Big lessons from little droplets

How does Hawaii look deep below the surface? Like viewing an object at a different magnification, studies of minuscule inclusions in volcanic rocks on the surface provide a fresh perspective on the question.

Mantle plumes are thought to be roughly elongate cylinders of rock that buoyantly rise up from deep within the Earth, manifesting themselves at the surface in features such as the Hawaiian islands and Iceland. Much attention has centred on Hawaii, because it is constructed from Earth's largest volcanoes distributed along two geochemically distinct alignments, and there is considerable debate about what these distinctions reveal about the underlying plume that feeds them. On page 837 of this issue1, Ren et al. add to that debate: they show that interpretations depend on the size of the material that is subject to chemical analysis.

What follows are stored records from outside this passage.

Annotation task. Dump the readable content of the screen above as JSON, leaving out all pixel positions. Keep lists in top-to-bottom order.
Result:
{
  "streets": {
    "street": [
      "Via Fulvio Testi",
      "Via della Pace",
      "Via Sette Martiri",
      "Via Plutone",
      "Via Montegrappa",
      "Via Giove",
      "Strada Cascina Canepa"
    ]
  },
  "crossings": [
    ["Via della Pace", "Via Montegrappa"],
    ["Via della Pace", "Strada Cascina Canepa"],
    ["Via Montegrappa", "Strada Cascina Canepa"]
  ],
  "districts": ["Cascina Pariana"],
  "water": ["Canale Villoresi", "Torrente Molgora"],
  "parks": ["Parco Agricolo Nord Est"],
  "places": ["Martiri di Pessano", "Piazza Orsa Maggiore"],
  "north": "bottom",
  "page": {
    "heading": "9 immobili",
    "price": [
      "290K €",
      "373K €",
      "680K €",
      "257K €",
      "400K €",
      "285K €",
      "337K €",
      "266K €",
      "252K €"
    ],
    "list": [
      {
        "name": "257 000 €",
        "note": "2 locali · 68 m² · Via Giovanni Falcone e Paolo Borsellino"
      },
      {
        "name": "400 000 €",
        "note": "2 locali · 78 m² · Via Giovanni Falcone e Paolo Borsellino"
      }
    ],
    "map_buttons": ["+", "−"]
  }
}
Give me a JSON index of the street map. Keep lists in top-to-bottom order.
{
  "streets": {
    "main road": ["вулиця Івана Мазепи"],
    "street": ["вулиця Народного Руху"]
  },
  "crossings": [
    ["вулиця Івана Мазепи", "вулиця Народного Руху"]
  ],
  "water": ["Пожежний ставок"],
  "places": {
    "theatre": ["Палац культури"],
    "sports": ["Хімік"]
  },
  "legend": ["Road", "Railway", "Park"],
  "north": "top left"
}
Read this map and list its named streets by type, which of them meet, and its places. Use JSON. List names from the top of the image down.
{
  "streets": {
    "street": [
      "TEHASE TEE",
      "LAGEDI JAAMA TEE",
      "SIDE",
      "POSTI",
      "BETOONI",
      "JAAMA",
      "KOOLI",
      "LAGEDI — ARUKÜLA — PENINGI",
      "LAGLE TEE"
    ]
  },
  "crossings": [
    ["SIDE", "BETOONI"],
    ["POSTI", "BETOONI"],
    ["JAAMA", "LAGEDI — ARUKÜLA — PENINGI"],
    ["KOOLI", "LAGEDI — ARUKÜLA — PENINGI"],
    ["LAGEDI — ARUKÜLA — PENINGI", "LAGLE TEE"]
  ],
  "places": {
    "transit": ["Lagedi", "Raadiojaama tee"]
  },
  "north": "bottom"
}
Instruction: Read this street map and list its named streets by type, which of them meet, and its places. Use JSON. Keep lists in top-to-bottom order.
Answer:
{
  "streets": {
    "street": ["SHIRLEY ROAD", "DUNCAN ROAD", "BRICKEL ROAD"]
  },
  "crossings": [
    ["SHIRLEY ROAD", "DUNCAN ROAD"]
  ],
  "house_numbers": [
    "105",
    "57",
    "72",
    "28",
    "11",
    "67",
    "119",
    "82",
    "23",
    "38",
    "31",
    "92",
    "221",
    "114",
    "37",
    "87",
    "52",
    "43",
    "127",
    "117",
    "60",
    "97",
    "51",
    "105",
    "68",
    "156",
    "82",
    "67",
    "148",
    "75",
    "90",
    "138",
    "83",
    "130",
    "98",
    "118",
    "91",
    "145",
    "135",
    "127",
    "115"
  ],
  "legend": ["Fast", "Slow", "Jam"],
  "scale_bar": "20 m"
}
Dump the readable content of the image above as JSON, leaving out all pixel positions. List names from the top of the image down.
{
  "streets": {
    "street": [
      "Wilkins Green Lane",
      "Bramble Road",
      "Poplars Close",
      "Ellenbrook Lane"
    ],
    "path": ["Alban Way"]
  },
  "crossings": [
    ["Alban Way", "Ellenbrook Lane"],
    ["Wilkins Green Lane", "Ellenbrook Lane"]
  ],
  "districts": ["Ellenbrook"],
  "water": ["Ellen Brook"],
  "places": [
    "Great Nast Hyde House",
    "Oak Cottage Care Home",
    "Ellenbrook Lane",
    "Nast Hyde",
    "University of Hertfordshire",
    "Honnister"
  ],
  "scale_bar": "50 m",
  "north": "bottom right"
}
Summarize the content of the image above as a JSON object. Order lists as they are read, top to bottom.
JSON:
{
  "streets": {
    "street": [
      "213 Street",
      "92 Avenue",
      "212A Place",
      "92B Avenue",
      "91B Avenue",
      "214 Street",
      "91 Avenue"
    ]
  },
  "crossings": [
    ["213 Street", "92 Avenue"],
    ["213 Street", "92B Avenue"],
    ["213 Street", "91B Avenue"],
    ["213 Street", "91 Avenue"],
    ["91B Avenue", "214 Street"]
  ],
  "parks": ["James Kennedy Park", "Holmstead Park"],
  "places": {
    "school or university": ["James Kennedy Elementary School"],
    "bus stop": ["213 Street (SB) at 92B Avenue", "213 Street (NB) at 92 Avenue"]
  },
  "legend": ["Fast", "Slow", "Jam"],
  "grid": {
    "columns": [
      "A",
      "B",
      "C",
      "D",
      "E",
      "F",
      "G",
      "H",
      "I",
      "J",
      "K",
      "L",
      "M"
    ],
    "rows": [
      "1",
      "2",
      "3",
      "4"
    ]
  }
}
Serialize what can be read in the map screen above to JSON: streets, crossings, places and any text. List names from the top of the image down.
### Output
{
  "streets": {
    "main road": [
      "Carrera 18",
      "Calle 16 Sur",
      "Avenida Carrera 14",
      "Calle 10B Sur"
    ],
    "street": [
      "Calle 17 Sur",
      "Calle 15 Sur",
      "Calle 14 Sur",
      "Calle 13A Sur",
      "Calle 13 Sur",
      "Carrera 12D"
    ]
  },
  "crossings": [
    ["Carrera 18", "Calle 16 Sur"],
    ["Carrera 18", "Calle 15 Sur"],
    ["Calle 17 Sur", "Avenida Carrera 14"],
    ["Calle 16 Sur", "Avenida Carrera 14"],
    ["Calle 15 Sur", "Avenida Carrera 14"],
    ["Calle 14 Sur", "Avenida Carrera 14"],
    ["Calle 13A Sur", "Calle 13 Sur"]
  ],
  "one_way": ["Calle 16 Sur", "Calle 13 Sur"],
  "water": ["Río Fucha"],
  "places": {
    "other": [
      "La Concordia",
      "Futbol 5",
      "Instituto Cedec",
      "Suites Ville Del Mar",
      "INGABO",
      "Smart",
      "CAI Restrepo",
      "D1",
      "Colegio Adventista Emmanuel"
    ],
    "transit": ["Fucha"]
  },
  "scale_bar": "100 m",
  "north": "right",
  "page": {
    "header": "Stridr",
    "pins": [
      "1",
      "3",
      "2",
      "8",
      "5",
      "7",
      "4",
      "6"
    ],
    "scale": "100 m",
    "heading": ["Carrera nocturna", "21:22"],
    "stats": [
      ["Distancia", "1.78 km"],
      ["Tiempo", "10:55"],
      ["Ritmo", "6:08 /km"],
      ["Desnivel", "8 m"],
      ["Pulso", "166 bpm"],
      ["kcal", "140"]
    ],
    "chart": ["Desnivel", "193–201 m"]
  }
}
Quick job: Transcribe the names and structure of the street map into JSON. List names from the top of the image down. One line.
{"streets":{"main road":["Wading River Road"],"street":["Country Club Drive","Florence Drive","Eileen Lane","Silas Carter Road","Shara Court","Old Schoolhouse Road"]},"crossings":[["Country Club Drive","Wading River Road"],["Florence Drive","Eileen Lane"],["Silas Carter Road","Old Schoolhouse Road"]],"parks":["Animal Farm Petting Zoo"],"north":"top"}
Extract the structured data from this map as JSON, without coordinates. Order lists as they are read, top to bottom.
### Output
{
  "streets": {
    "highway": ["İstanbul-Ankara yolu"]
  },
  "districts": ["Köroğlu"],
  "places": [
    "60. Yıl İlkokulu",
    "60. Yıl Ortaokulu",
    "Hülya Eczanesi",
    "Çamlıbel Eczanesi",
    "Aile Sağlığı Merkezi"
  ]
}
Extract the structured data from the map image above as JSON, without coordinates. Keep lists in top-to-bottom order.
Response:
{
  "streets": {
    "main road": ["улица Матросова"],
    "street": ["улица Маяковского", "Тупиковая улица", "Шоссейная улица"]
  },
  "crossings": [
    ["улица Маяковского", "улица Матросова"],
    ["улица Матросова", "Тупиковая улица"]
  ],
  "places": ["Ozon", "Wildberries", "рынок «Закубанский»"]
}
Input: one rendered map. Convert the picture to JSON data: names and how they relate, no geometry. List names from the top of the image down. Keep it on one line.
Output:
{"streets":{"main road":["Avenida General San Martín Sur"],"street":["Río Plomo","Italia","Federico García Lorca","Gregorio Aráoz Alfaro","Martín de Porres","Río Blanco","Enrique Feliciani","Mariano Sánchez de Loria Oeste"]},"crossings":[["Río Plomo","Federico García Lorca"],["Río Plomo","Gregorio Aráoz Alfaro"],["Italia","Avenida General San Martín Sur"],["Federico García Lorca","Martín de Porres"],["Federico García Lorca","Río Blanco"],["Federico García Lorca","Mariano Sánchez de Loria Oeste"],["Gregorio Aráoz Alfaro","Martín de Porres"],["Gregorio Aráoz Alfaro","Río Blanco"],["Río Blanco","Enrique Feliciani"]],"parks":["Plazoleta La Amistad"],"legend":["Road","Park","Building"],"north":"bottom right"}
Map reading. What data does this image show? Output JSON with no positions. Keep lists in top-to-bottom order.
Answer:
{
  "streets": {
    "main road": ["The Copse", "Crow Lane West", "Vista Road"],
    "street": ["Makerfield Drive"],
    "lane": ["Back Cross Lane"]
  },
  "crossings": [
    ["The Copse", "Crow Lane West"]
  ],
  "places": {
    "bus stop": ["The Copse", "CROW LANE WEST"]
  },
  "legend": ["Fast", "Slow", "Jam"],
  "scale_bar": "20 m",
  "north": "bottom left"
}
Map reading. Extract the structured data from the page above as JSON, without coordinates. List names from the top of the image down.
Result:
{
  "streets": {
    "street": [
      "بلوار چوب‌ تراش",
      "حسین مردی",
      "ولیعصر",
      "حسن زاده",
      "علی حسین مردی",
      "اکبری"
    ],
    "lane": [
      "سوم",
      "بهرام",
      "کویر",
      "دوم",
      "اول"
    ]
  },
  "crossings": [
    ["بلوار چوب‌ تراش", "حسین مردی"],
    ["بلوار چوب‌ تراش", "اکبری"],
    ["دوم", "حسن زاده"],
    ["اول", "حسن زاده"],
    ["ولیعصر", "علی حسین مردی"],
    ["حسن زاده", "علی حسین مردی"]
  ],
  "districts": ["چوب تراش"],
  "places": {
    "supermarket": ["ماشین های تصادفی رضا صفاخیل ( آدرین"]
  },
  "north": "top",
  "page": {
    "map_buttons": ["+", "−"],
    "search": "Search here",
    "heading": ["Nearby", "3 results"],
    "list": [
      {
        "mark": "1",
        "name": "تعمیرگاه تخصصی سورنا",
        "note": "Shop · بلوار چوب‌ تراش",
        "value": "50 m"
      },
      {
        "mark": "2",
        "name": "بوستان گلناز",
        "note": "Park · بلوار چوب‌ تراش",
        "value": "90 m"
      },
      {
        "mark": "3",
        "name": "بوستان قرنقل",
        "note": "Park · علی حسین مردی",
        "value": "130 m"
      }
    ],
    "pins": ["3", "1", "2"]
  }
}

The Hawaiian plume is roughly 100 kilometres in diameter, and rises from the lower mantle below a depth of 660 kilometres2. It begins to partly melt in the final stages of its upward journey, and lava erupts at the surface to make the Hawaiian volcanoes. These are heterogeneous in that each volcano has its own geochemical identity, which can vary with time3,4,5. However, lavas from Kilauea, currently the most active volcano, have a geochemistry similar to that of older lavas that erupted along the ‘Kea’ alignment of volcanoes4,5, which include Mauna Kea, Kohala and Haleakala to the northwest. The geochemistry of Kea volcanoes differs from that of the ‘Loa’ volcanoes4,5, which include Loihi, Mauna Loa, Kahoolawe and Koolau, a parallel alignment displaced to the west (see Fig. 1 on page 837).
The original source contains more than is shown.